* **About this task**: In every line of the records, look for "water", then report how many lines have it and nothing else.

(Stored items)
──────
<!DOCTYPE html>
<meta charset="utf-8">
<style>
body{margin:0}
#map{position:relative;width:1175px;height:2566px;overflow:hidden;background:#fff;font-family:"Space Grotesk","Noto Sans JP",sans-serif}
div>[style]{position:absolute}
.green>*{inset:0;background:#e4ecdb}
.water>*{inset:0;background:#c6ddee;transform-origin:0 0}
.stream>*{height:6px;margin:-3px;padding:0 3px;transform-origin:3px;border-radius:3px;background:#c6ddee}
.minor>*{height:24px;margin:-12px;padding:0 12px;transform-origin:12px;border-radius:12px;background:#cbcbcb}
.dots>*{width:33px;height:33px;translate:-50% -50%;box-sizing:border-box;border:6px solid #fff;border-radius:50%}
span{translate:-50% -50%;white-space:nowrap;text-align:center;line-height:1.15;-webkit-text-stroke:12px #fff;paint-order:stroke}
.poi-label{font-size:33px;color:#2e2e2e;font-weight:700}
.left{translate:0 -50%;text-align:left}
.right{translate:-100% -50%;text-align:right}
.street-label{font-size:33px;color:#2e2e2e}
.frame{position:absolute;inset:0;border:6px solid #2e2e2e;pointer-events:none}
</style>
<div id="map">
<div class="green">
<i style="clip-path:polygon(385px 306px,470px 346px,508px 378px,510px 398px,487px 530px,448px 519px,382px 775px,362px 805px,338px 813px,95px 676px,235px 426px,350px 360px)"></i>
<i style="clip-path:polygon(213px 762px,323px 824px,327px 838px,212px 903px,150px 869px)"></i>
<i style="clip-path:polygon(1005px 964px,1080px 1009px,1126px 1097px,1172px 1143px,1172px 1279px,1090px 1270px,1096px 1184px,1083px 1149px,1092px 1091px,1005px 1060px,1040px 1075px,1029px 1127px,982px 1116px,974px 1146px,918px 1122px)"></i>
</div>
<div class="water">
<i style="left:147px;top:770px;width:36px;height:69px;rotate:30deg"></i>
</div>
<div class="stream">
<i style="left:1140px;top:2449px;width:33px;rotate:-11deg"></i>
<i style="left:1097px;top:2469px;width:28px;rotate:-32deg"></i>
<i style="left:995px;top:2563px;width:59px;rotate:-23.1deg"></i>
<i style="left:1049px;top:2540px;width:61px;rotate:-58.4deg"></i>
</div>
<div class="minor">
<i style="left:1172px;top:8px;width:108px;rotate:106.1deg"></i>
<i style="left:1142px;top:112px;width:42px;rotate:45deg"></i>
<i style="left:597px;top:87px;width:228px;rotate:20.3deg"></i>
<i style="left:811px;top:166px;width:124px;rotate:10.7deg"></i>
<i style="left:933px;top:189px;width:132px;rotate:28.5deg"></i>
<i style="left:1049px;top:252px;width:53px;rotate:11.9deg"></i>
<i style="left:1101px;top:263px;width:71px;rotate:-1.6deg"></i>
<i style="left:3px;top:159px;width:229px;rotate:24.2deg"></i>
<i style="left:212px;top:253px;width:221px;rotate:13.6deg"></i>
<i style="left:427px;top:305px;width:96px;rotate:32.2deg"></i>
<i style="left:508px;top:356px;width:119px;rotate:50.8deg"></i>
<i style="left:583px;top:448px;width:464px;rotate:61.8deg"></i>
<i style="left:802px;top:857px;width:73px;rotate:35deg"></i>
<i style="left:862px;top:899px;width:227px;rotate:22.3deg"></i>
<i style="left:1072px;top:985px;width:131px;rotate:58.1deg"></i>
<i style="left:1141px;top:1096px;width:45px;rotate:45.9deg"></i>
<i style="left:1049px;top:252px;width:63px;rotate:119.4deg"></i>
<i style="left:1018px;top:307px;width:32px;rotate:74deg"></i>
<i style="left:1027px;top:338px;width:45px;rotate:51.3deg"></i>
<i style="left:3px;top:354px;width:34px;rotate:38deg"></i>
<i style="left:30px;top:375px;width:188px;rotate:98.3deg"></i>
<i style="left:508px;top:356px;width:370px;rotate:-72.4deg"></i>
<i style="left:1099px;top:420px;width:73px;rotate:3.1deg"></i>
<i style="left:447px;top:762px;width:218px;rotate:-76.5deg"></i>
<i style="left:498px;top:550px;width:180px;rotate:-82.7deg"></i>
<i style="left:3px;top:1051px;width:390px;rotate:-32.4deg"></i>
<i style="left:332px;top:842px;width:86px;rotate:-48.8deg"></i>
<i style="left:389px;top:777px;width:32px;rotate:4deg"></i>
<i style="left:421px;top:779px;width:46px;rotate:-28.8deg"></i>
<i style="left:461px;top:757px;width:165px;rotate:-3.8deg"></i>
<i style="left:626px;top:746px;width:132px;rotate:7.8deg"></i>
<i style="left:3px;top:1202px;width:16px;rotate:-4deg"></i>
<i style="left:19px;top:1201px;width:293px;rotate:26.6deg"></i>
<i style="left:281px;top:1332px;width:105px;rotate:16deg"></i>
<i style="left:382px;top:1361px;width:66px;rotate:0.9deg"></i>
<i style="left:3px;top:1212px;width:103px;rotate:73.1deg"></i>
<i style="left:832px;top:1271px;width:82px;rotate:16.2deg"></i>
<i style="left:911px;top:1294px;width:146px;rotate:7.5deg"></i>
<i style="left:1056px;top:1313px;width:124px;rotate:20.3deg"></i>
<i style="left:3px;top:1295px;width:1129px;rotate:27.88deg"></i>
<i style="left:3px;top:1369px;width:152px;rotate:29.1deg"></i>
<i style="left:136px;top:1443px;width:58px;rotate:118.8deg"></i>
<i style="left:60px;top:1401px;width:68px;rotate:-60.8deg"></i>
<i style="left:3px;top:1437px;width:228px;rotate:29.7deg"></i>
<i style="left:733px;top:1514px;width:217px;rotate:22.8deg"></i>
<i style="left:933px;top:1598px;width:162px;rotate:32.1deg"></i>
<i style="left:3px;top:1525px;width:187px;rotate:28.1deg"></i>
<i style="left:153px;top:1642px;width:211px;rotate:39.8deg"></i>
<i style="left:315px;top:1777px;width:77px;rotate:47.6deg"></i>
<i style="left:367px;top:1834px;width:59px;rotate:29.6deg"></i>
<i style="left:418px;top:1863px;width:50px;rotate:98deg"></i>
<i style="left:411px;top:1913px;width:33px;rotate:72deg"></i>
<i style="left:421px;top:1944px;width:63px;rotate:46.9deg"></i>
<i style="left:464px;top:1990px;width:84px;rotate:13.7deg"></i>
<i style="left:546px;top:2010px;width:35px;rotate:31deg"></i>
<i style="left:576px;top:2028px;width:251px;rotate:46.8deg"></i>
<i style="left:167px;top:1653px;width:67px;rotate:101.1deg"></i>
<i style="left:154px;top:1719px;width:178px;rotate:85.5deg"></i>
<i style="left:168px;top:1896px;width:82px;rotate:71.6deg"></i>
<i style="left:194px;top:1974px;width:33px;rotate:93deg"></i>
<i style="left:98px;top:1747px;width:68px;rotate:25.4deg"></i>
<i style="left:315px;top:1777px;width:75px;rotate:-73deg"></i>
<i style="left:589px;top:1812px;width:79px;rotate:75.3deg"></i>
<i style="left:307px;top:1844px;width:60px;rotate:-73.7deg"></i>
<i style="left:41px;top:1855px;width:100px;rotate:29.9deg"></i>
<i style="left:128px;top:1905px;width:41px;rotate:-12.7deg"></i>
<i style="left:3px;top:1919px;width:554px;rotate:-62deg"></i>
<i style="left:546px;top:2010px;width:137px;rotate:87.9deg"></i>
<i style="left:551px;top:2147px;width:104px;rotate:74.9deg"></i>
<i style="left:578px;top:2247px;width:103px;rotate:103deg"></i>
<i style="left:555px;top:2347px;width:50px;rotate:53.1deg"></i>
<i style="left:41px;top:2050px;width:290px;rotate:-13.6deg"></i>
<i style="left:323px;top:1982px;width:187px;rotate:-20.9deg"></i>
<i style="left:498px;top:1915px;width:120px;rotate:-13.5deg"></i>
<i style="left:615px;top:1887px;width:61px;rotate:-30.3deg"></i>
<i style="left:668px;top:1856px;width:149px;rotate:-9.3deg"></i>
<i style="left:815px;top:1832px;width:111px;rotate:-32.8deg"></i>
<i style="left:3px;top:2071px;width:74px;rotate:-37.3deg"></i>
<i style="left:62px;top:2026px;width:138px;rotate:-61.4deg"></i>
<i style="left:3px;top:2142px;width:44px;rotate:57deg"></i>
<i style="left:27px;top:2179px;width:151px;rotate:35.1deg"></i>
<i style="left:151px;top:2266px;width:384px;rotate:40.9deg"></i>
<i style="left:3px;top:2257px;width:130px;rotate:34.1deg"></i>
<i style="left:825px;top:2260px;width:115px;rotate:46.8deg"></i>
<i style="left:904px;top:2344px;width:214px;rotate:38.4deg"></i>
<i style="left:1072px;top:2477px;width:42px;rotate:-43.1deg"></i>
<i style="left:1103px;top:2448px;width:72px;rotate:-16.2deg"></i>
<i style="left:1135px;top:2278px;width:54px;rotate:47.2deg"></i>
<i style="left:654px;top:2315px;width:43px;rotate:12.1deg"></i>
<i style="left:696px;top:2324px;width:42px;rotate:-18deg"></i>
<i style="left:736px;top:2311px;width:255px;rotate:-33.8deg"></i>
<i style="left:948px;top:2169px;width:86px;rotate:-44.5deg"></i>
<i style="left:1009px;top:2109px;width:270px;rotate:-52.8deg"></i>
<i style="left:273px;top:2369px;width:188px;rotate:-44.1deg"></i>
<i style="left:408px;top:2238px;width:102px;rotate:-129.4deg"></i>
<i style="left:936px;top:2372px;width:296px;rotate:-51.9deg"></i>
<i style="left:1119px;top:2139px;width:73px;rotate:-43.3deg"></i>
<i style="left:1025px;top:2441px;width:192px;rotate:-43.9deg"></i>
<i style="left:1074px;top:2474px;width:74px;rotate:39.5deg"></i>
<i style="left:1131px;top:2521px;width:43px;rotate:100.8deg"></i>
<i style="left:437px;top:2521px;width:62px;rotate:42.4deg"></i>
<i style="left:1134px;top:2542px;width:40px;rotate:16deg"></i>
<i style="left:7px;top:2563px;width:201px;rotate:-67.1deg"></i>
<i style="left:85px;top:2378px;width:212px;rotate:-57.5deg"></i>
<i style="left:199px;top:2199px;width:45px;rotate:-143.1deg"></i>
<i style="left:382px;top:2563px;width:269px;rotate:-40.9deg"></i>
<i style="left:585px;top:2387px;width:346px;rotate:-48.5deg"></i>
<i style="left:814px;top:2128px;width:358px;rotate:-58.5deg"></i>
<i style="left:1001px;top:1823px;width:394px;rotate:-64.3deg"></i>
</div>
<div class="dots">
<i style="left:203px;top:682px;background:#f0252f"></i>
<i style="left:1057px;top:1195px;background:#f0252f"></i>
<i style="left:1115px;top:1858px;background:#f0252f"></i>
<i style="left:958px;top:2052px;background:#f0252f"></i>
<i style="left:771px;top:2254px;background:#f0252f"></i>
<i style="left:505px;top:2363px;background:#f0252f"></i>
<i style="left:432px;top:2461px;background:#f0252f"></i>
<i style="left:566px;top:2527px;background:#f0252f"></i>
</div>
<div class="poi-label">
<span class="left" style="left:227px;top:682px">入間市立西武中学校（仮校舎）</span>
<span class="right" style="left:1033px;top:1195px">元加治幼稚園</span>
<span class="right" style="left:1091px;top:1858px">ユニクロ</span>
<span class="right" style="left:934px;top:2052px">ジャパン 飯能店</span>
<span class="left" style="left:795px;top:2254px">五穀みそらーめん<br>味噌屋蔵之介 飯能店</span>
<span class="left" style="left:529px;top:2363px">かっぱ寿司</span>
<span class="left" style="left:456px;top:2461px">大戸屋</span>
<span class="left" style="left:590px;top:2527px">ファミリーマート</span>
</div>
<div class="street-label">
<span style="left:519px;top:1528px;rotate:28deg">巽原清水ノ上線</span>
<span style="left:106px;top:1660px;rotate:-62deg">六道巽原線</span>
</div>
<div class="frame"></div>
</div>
──────
* **Result of this exercise**: 2